Je l'ai abandonné au pied de la côte ; la sente que je dois maintenant emprunter est trop caillouteuse.
Je gravis ce raidillon escarpé qui traverse une forêt de sapins figés par la nuit. À chaque pas je m'enfonce dans une ombre de plus en plus épaisse, gorgée d'une fraîche odeur de sève. Mon cœur tape fort dans ma poitrine. Il bat de bonheur.

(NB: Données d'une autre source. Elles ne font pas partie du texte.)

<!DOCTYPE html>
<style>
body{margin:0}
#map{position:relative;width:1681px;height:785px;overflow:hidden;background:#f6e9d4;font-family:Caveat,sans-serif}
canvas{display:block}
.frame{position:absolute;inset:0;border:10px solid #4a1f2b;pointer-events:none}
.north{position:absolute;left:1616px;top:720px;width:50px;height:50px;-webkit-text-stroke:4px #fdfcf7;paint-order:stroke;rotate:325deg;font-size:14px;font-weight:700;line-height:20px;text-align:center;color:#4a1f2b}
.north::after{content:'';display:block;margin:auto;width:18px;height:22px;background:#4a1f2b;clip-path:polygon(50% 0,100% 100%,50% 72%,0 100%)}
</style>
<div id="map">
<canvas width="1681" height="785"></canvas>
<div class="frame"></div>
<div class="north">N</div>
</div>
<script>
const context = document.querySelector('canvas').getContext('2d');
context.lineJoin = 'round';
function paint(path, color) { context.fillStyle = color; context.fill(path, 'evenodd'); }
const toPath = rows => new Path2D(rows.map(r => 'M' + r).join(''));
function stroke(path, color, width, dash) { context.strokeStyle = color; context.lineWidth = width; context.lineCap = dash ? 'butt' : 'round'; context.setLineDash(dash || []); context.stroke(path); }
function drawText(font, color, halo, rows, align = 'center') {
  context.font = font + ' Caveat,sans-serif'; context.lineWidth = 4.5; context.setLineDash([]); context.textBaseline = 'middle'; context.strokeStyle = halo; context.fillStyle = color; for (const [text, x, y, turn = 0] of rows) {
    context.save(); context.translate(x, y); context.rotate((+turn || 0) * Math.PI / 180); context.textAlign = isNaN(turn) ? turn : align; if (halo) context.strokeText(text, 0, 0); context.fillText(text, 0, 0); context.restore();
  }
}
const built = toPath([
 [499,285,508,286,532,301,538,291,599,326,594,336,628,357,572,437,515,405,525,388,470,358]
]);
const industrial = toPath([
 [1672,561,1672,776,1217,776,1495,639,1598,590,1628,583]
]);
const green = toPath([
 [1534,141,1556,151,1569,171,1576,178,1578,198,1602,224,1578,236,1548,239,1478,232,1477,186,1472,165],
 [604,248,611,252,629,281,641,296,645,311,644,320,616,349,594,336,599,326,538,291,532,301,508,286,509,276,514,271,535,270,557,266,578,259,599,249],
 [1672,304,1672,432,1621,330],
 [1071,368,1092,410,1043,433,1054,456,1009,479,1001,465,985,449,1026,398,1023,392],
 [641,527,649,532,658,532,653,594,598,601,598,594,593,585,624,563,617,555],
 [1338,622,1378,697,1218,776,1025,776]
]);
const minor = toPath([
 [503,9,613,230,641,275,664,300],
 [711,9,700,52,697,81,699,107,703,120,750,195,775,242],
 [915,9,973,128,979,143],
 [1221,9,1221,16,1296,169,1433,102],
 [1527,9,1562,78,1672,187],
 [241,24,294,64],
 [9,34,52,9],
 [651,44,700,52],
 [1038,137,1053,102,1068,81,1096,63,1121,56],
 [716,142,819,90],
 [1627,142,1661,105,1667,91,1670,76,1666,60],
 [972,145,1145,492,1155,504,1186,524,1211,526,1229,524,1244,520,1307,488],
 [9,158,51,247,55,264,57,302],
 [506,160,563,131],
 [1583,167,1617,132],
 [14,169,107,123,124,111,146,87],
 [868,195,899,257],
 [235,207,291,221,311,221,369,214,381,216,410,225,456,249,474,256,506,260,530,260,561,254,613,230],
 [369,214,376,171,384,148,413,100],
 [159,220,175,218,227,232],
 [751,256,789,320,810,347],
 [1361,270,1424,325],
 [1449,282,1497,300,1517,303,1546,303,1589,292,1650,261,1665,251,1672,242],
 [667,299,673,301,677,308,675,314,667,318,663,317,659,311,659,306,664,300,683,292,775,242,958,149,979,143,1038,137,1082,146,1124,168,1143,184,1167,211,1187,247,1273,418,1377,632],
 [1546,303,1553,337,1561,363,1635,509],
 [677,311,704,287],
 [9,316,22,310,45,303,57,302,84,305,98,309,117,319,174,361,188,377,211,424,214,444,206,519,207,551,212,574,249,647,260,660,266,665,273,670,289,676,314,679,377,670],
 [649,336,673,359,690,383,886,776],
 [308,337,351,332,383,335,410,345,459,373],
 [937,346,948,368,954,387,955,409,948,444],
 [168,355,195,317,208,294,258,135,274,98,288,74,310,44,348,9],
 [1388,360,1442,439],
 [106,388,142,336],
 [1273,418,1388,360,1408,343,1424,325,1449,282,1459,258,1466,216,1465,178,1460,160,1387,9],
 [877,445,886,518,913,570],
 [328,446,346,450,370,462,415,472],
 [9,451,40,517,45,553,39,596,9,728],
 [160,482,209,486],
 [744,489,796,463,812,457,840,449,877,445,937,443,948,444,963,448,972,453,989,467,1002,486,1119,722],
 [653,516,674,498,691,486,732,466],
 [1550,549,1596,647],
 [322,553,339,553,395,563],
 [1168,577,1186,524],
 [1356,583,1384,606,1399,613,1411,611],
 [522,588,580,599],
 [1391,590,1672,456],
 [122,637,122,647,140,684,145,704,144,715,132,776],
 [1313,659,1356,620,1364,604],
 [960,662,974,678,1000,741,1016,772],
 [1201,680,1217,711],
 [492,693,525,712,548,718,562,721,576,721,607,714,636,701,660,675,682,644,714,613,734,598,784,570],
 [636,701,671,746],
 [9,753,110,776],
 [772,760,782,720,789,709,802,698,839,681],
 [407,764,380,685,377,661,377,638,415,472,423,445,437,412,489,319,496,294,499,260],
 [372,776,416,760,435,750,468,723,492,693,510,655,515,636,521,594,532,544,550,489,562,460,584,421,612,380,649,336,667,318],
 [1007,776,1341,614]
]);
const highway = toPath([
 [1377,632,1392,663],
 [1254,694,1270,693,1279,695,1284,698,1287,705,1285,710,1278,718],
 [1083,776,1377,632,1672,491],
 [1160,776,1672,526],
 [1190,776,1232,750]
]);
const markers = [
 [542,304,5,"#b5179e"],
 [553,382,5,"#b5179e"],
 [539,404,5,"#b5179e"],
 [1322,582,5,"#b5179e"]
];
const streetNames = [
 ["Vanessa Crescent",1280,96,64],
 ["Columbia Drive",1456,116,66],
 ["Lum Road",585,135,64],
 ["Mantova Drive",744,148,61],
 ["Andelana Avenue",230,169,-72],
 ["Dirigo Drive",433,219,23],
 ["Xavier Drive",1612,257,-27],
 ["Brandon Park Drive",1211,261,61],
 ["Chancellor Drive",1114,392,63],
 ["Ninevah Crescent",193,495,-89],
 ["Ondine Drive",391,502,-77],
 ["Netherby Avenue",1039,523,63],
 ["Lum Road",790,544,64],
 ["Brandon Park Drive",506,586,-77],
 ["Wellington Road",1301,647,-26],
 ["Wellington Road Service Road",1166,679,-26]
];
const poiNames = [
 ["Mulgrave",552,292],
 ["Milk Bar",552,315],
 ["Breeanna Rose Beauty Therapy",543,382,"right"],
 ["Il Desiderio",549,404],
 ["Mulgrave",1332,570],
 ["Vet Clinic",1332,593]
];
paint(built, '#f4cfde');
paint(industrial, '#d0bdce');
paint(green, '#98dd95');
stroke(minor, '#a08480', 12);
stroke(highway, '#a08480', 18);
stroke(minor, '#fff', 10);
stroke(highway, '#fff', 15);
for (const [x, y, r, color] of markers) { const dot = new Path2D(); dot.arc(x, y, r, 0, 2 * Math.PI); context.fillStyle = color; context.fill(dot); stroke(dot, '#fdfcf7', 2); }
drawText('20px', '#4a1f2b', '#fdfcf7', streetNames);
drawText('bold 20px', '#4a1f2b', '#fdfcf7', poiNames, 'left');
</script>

Car plus je progresse dans cette sapinière ténébreuse, plus j'éprouve un sentiment de liberté. Je me rends vers le passage...
Je les entends enfin ! Toutes ces voix qui m'appellent depuis mon arrivée à Toulouse. Cette présence protéiforme, composée de myriades d'entités... Ces âmes réunies en une seule, unique et immortelle. Ce sont les miens – ma véritable famille –, qui se réjouissent de me voir revenir à eux.
Je sors de la forêt, nimbé par ces créatures amies qui me frôlent, m'effleurent en magnifiques et chaleureuses caresses, me poussent et m'attirent. Il en vient de toutes parts.
Je saisis ce qu'elles me disent dans leur lente et profonde clameur. C'est un chant superbe qui me donne envie de pleurer de joie, tant il me transporte.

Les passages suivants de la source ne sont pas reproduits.